Ransomware incidents remain widespread, with nearly 70% of affected organizations admitting to paying a ransom—among the highest rates globally. However, only 12% of those hit were able to fully recover their encrypted or stolen data, underlining the persistent gap between perceived cyber resilience and actual preparedness.
“Organizations are right to be confident in their progress in security posture, but they can’t afford to be complacent,” said Muhi Majzoub, Executive Vice President, Security Products, OpenText. “AI fuels productivity while also heightening risk through insufficient governance and its expanding use in attacks. Managing information securely and intelligently is essential to building resilience in organizations of any size.”
The survey indicates that Indian companies are prioritizing cloud security (68%), network protection (60%), and backup technologies (58%) as key focus areas for 2026. Yet the growing complexity of ransomware attacks—often entering through third-party vendors or managed service providers—continues to expose businesses to cascading risks.

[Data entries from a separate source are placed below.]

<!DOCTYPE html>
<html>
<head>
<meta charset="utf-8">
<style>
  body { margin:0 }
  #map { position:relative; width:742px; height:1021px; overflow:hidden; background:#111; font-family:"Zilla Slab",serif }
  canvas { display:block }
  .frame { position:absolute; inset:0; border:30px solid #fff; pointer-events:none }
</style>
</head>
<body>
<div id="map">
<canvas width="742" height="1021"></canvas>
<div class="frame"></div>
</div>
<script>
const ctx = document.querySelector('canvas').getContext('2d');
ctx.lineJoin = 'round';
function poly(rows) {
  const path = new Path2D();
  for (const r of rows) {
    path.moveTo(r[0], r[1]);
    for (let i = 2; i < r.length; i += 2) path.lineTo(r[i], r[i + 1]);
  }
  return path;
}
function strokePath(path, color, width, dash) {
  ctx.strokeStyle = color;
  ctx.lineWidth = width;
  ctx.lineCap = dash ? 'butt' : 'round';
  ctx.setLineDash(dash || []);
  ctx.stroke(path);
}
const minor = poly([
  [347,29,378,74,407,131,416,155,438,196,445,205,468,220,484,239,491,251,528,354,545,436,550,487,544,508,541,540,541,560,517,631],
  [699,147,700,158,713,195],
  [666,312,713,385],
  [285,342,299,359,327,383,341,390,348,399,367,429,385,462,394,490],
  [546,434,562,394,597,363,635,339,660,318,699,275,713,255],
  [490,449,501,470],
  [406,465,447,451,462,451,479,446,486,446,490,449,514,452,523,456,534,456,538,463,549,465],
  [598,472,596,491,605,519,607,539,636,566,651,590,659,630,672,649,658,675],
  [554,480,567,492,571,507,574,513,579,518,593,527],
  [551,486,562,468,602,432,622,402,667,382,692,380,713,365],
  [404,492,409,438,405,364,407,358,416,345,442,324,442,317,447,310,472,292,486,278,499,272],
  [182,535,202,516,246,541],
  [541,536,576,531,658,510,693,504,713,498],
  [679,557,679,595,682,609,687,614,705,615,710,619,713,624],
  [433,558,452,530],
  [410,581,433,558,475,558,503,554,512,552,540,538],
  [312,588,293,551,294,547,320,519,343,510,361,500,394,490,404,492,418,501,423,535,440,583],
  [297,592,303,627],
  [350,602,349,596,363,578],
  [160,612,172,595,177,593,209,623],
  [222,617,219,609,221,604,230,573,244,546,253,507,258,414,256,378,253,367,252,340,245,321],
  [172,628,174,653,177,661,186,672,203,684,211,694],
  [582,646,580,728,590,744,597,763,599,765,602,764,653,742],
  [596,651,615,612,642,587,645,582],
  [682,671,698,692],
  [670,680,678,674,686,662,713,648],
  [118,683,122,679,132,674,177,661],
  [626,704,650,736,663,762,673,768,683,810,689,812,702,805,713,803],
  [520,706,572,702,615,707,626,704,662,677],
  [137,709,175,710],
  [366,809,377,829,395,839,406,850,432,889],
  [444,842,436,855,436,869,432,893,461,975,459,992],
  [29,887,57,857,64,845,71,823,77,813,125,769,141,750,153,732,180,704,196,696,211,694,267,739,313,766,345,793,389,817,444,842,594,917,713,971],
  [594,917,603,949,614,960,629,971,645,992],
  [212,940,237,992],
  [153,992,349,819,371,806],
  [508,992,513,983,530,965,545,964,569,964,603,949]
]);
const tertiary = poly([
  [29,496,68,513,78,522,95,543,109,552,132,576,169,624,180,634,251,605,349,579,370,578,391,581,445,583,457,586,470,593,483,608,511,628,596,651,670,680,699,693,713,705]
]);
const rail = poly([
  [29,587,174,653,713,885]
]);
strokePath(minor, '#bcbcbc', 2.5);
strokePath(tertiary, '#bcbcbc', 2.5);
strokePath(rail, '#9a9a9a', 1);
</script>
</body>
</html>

Nearly two-thirds of respondents reported being impacted by a third-party breach in the past year. In response, 91% now conduct cybersecurity assessments of software suppliers, and 83% outsource some security functions to managed service providers.
Encouragingly, ransomware is increasingly viewed as a board-level concern, with 84% of Indian executive teams ranking it among their top three business risks, higher than the global average of 71%. Most organizations (80%) conduct regular employee awareness training, and over 76% test ransomware recovery plans multiple times a year—signaling growing executive engagement in cybersecurity governance.
The OpenText report concludes that defending against ransomware now requires stronger collaboration across organizations, vendors, and technology providers. As AI reshapes both attack and defense landscapes, India’s cyber readiness will hinge on governance, visibility, and shared responsibility across its expanding digital ecosystem.